17.02.2012 | Музыка
Рояли гибнут сотнямиПианист Петр Айду рассказал о судьбе музыкального антиквариата
Снискавший международное признание в разных жанрах фортепианного искусства пианист, руководитель музыкальной лаборатории театра «Школа драматического искусства» Петр Айду рассказал о том, почему у нас выбрасывают старые рояли, чем французский клавесин отличается от итальянского и как работает оркестр без дирижера.
— Фестиваль театра «Школа драматического искусства» «Вифлеемская звезда», который проводится ежегодно в рамках Международных Рождественских образовательных чтений, открылся 15 января вашим сольным концертом «Токкаты и куранты». Расскажите о его программе.
— Отправной точкой был не композитор, а инструмент, специально заказанный в Германии для исполнения итальянской музыки раннего барокко.
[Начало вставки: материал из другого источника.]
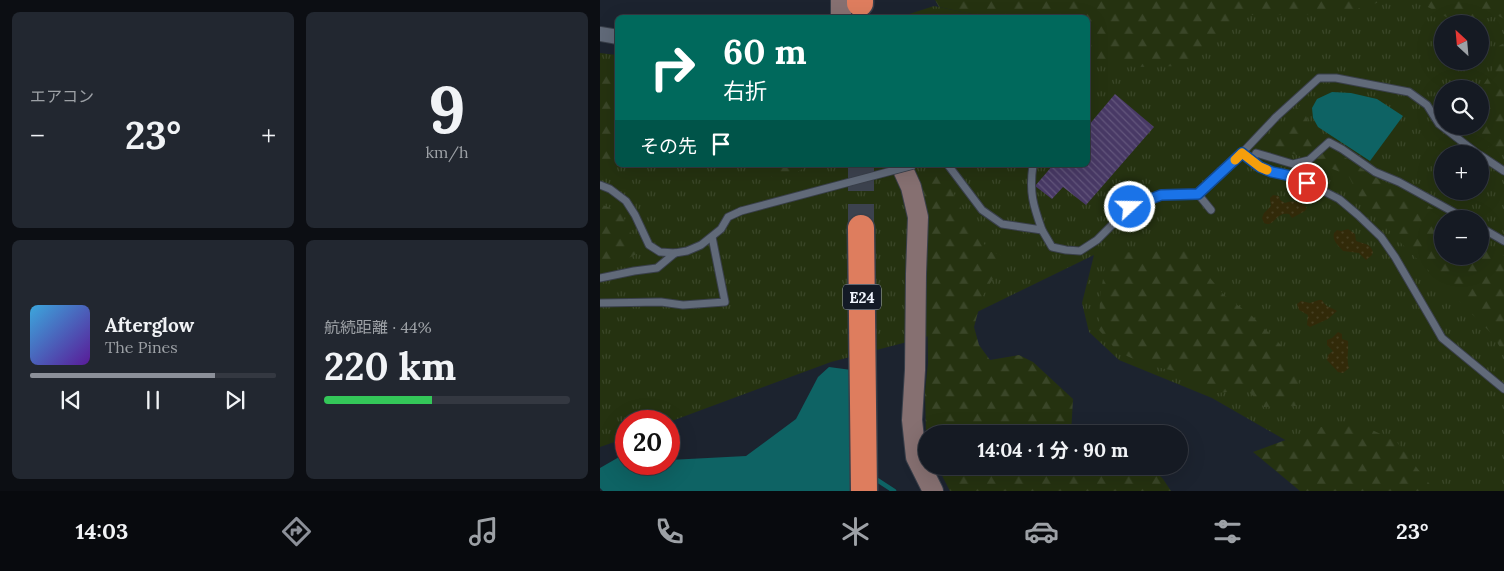 <!DOCTYPE html>
<html lang="ja">
<meta charset="utf-8">
<style>
body{margin:0;font-family:Lora,"Noto Sans JP",serif;background:#222730;color:#f1f3f6;height:100vh;display:flex;flex-direction:column;font-size:19px;white-space:nowrap}
*{box-sizing:border-box;margin:0}
p{font-size:16px;color:#9da1a6}
.icon{flex:none;width:28px;height:28px;fill:none;stroke:currentColor;stroke-width:2;stroke-linecap:round;stroke-linejoin:round}
.map{position:relative;flex:1;overflow:hidden}
.side{display:flex;flex-direction:column;gap:12px;padding:12px;background:#0c0e13;width:600px}
.side>*{flex:none}
.hud{position:absolute;left:15px;top:15px;width:475px;height:152px;border-radius:8px;box-shadow:0 5px 20px #0002,0 0 0 1px #343841;background:#00695c;color:#fff;overflow:hidden}
.needle{width:32px;rotate:334deg}
.controls{position:absolute;left:834px;top:15px;display:grid;gap:10px}
.controls a{display:grid;place-items:center;width:55px;height:55px;border-radius:50%;background:#151a23;box-shadow:0 5px 20px #0002,0 0 0 1px #343841;font-size:25px}
.speed{position:absolute;left:15px;top:410px;display:flex;gap:10px;font-size:25px;font-weight:700;text-align:center}
.speed>*{display:grid;place-content:center;width:65px;height:65px;border-radius:50%;background:#151a23;box-shadow:0 5px 20px #0002,0 0 0 1px #343841;line-height:1}
.speed .limit{border:8px solid #d22;background:#fff;color:#111}
.pin{position:absolute;display:grid;place-items:center;width:42px;height:42px;color:#fff;margin:-21px;border:2px solid #fff;border-radius:50%;box-shadow:0 1px 5px #0007}
.me{position:absolute;width:55px;margin:-28px;rotate:69deg;stroke-linejoin:round;filter:drop-shadow(0 0 4px #0008)}
.turn{display:flex;align-items:center;gap:18px;height:105px;padding:0 25px;font-size:22px}
.turn .icon{width:65px;height:65px;stroke-width:2.5}
.turn b{display:block;font-size:35px;line-height:42px}
.then{display:flex;align-items:center;height:48px;padding:0 25px;background:#0003;gap:10px;font-size:19px}
.big{font-size:38px;font-weight:700;line-height:1.1}
.side .tile{flex:1;display:flex;flex-direction:column;justify-content:center;gap:8px;min-width:0;padding:0 18px;border-radius:8px;background:#222730}
.side .dial{align-items:center;gap:0}
.dial b{font-size:65px;line-height:1}
.song{display:flex;align-items:center;gap:15px}
.cover{width:60px;height:60px;border-radius:8px;background:linear-gradient(135deg,hsl(200 70% 55%),hsl(270 70% 35%))}
.played{height:5px;border-radius:2px;background:linear-gradient(90deg,#8c9099 75%,#343841 75%)}
.keys{display:flex;justify-content:space-around;direction:ltr}
.heat{display:flex;justify-content:space-between;align-items:center;font-size:28px;direction:ltr}
.charge{height:8px;border-radius:4px;background:linear-gradient(90deg,#34c759 44%,#343841 0)}
.side .tiles{flex:1;display:grid;gap:12px;grid-template-columns:repeat(2,1fr)}
.trip{position:absolute;left:318px;top:425px;width:270px;height:50px;border-radius:25px;background:#151a23;box-shadow:0 5px 20px #0002,0 0 0 1px #343841;font-weight:700;line-height:50px;text-align:center}
.dock{display:flex;height:80px;justify-content:space-around;align-items:center;background:#080a0e;color:#9da1a6}
.dock .icon{width:35px;height:35px}
.dock .on{color:#8c9099}
.dock b{font-size:22px;color:#f1f3f6}
main{display:flex;flex:1;min-height:0}
.map>svg:first-child{display:block}
</style>
<main>
<section class="side">
<div class="tiles">
<div class="tile"><p>エアコン</p>
<div class="heat"><a>−</a><b class="big">23°</b><a>+</a></div>
</div>
<div class="tile dial"><b>9</b><p>km/h</p></div>
<div class="tile">
<div class="song"><i class="cover"></i><div><b>Afterglow</b><p>The Pines</p></div></div>
<div class="played"></div>
<div class="keys"><svg class="icon" aria-label="previous" viewBox="0 0 24 24"><path d="M18 5L8 12l10 7zM5 5v14"/></svg><svg class="icon" aria-label="pause" viewBox="0 0 24 24"><path d="M8 5v14M16 5v14"/></svg><svg class="icon" aria-label="next" viewBox="0 0 24 24"><path d="M6 5l10 7-10 7zM19 5v14"/></svg></div>
</div>
<div class="tile"><p>航続距離 · 44%</p><b class="big">220 km</b><div class="charge"></div></div>
</div>
</section>
<div class="map">
<svg width="904" height="491" viewBox="0 0 904 491">
<defs>
<pattern id="grass-tufts" width="24" height="20" patternUnits="userSpaceOnUse" patternTransform="scale(1.25)"><rect width="24" height="20" fill="#253210"/><path d="M3 7l-1-3M5 7V3M7 7l1-3M15 17l-1-3M17 17v-4M19 17l1-3" fill="none" stroke="#3a4628"/></pattern>
<pattern id="forest-firs" width="22" height="20" patternUnits="userSpaceOnUse" patternTransform="scale(1.25)"><rect width="22" height="20" fill="#253210"/><path d="M5 1l3.5 6h-7zM16 11l3.5 6h-7z" fill="#3a4628"/></pattern>
<pattern id="sand-dots" width="8" height="8" patternUnits="userSpaceOnUse" patternTransform="scale(1.25)"><rect width="8" height="8" fill="#322a09"/><path d="M2 2h.1M6 6h.1" fill="none" stroke="#463f22" stroke-width="1.8" stroke-linecap="round"/></pattern>
<pattern id="building-back-hatch" width="6" height="6" patternUnits="userSpaceOnUse" patternTransform="scale(1.25)"><rect width="6" height="6" fill="#483965"/><path d="M-1 5l2 2M0 0l6 6M5-1l2 2" fill="none" stroke="#63567c"/></pattern>
</defs>
<rect width="100%" height="100%" fill="#1c232f"/>
<g fill="url(#grass-tufts)" fill-rule="evenodd">
<path d="M684,0H847L861,24H842V61H880V24H869L904,12V491H759L694,445L612,398L519,360L489,332L482,303L494,255L326,337L231,362L69,422L26,421V438L0,447V53L17,55L18,165H488V45L649,6ZM842,89H880V126H842ZM842,154H880V191H842ZM842,219H880V256H842Z"/>
<path d="M334,6L386,17L297,18Z"/>
</g>
<g fill="url(#forest-firs)">
<path d="M335,0H787L739,14L651,15L582,66L534,67L488,57V18L386,17L339,7Z"/>
<path d="M815,0H904V19L897,15L869,24H859Z"/>
<path d="M904,43V153H898L874,137L868,126H880V90L891,73L899,46Z"/>
<path d="M0,63L17,65L18,165L0,170Z"/>
<path d="M702,103L712,135L771,175L804,191L850,219H842V256H880V238L904,256V354L892,334L797,239L760,198L748,175L686,151L665,144Z"/>
<path d="M158,165H210L178,182Z"/>
<path d="M343,172L364,214L389,251L406,257L382,297L374,327L379,345L390,360L419,355L433,362L473,399L471,434H326V435L325,392L328,363L326,220L320,181Z"/>
<path d="M0,204L21,212L40,252L12,267L0,266Z"/>
<path d="M587,250L624,295L652,316L681,345L704,394L696,406L664,407L647,390L617,393L575,371L547,365L518,352L499,330L500,298L507,253Z"/>
<path d="M761,425L796,441L835,491H700L653,452L721,427Z"/>
<path d="M337,466H550L563,479L571,491H350Z"/>
</g>
<g fill="url(#sand-dots)">
<path d="M673,195L679,196L680,200L685,203C694,200 699,202 707,207L705,211L692,218L689,214C675,211 675,228 664,223L662,218L664,213L671,206L670,198Z"/>
<path d="M748,229L755,234L756,241C764,244 770,243 773,252L772,255L766,260L759,253L743,251C738,245 732,241 734,233L737,230L741,231Z"/>
<path d="M719,300H722C726,308 731,307 737,311L728,319L710,327L707,325L708,315L699,310L697,304L701,301L710,303Z"/>
<path d="M738,332L742,334V339L748,341C749,351 746,358 749,368L743,373L738,372L727,360L728,355L733,351L727,345V340L732,338Z"/>
</g>
<g fill="#0e6364">
<path d="M732,92L751,93L777,99L803,116L770,161L718,127L713,118L712,108L717,99Z"/>
<path d="M229,367L274,373L277,473L262,491H3L0,488V468L26,453V464H69V460L146,456L196,419L218,377Z"/>
</g>
<g fill="none" stroke-linecap="round" stroke-linejoin="round">
<path stroke="#0e6364" stroke-width="4.5" d="M274,478L294,491"/>
</g>
<path fill="url(#building-back-hatch)" d="M515,94L554,127L486,205L463,187L452,199L435,186L453,165H488V126Z"/>
<g fill="none" stroke-linecap="round" stroke-linejoin="round">
<path stroke="#3c424e" stroke-width="26" stroke-dasharray="26 13" stroke-linecap="butt" d="M261,165V228"/>
<defs>
<g id="lane">
<path d="M642,153L676,117L719,78H736L809,92L827,105L839,124L878,154"/>
<path d="M880,155L904,171"/>
<path d="M652,161L656,153L693,164L709,160L729,142L742,149L775,172L799,182L866,219"/>
<path d="M348,165L382,210L402,224L442,230C433,205 429,192 433,165"/>
<path d="M0,185L10,189L26,201L35,215L49,245L60,252L75,253L87,251L101,245L121,229L128,217L141,211"/>
<path d="M598,194L642,153L660,167L672,172L696,177L739,199L758,215L781,237L795,257L834,324L842,338L904,389"/>
<path d="M880,227L904,241"/>
<path d="M442,230L452,247L466,250L480,251L497,240L530,207L561,195L598,194L611,210"/>
<path d="M0,278L34,271L57,268L75,253"/>
<path d="M0,303L61,302L83,305L125,302L112,237"/>
</g>
<path id="street" d="M0,34L18,37"/>
<g id="secondary">
<path d="M241,0V18"/>
<path d="M301,165L311,187L318,217L316,274L315,370L312,420L316,457L333,491"/>
</g>
<g id="highway">
<path d="M260,0V3"/>
<path d="M261,228L264,491"/>
</g>
</defs>
<use href="#lane" stroke="#393f4a" stroke-width="9"/>
<use href="#street" stroke="#393f4a" stroke-width="16"/>
<use href="#secondary" stroke="#393f4a" stroke-width="22"/>
<use href="#highway" stroke="#393f4a" stroke-width="29"/>
<use href="#lane" stroke="#616a79" stroke-width="7"/>
<use href="#street" stroke="#616a79" stroke-width="14"/>
<use href="#secondary" stroke="#867071" stroke-width="20"/>
<use href="#highway" stroke="#de7d5e" stroke-width="26"/>
<defs>
<path id="lane-bridge" d="M141,211L314,165"/>
</defs>
<use href="#lane-bridge" stroke="#393f4a" stroke-width="9" stroke-linecap="butt"/>
<use href="#lane-bridge" stroke="#616a79" stroke-width="7"/>
</g>
<g fill="none" stroke-linecap="round" stroke-linejoin="round">
<defs>
<path id="route" d="M530,207L561,195L598,194L642,153L660,167L672,172L696,177L707,183"/>
</defs>
<use href="#route" stroke="#114b97" stroke-width="12"/>
<use href="#route" stroke="#1a73e8" stroke-width="9"/>
<path stroke="#f59e0b" stroke-width="9" d="M635,160L642,153L660,167L667,170"/>
</g>
<g text-anchor="middle" dominant-baseline="central" stroke-width="5" stroke-linejoin="round" paint-order="stroke">
<rect fill="#131a26" stroke="#adb3bc" stroke-width="1" x="243" y="284.5" width="38" height="25" rx="4"/>
<g font-size="15" font-weight="bold" fill="#eff4fd">
<text x="262" y="297">E24</text>
</g>
</g>
</svg>
<div class="controls">
<a><svg class="needle" viewBox="-14 -14 28 28"><path d="M0-13l5 13h-10z" fill="#e53935"/><path d="M0 13l5-13h-10z" fill="#9da1a6"/></svg></a>
<a><svg class="icon" aria-label="search" viewBox="0 0 24 24"><circle cx="10" cy="10" r="6"/><path d="M15 15l6 6"/></svg></a>
<a>+</a>
<a>−</a>
</div>
<div class="speed"><div class="limit">20</div></div>
<div class="pin" style="left:707px;top:183px;background:#d93025"><svg class="icon" aria-label="arrive" viewBox="0 0 24 24"><path d="M6 21V4h12l-3 4 3 4H6"/></svg></div>
<svg class="me" style="left:530px;top:207px" viewBox="-20 -20 40 40"><circle r="17" fill="#1a73e8" stroke="#fff" stroke-width="3"/><path d="M0-11L8 9 0 5-8 9z" fill="#fff"/></svg>
<div class="trip">14:04 · 1 分 · 90 m</div>
<div class="hud">
<div class="turn"><svg class="icon" aria-label="right" viewBox="0 0 24 24"><path d="M7 20v-9h11M14 6l5 5-5 5"/></svg><div><b>60 m</b>右折</div></div>
<div class="then">その先<svg class="icon" aria-label="arrive" viewBox="0 0 24 24"><path d="M6 21V4h12l-3 4 3 4H6"/></svg></div>
</div>
</div>
</main>
<nav class="dock">
<b>14:03</b>
<svg class="icon on" aria-label="directions" viewBox="0 0 24 24"><path d="M12 3l9 9-9 9-9-9zM9 14v-3h6M13 9l2 2-2 2"/></svg>
<svg class="icon" aria-label="music" viewBox="0 0 24 24"><path d="M9 18V5l10-2v13"/><circle cx="6" cy="18" r="3"/><circle cx="16" cy="16" r="3"/></svg>
<svg class="icon" aria-label="phone" viewBox="0 0 24 24"><path d="M5 4h4l2 5-3 2q2 4 5 5l2-3 5 2v4C11 20 4 13 5 4z"/></svg>
<svg class="icon" aria-label="climate" viewBox="0 0 24 24"><path d="M12 3v18M4 7l16 10M4 17L20 7"/></svg>
<svg class="icon" aria-label="car" viewBox="0 0 24 24"><path d="M5 17H2v-5l4-1 3-4h7l3 4 3 1v5h-3M9 17h6M6 11h13"/><circle cx="7" cy="17" r="2"/><circle cx="17" cy="17" r="2"/></svg>
<svg class="icon" aria-label="filters" viewBox="0 0 24 24"><path d="M4 7h16M4 17h16"/><circle cx="9" cy="7" r="2"/><circle cx="15" cy="17" r="2"/></svg>
<b>23°</b>
</nav>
В 2009 году я заказал у немецкого мастера Кристиана Фукса модель итальянского клавесина XVII века и теперь вынес на суд публики программу, которая для подобного клавесина придумана: книгу «Токкаты и куранты» 1657 года Микеланджело Росси. В ней пьесы отличаются совершенно дичайшими, сложнейшими для исполнения хроматизмами, неправильными, истинно барочными пропорциями, неожиданными поворотами. Мои амбиции состояли не только в предъявлении уникального звука воссозданного барочного инструмента, но и в том, чтобы сыграть всю книгу Росси целиком, наизусть. Полностью погрузить слушателя в поток звуков итальянского барокко, таким образом приблизиться к пониманию уникального времени эпохи. Мы сегодня привыкли к разным ютюбовским просмотрам одного, второго фрагмента. Мозг не в состоянии ни во что глубоко погружаться: легко нажать на кнопку «стоп» и открыть новое окно трансляции. Но на концерте хотелось создать ситуацию, чтобы подобное было невозможно.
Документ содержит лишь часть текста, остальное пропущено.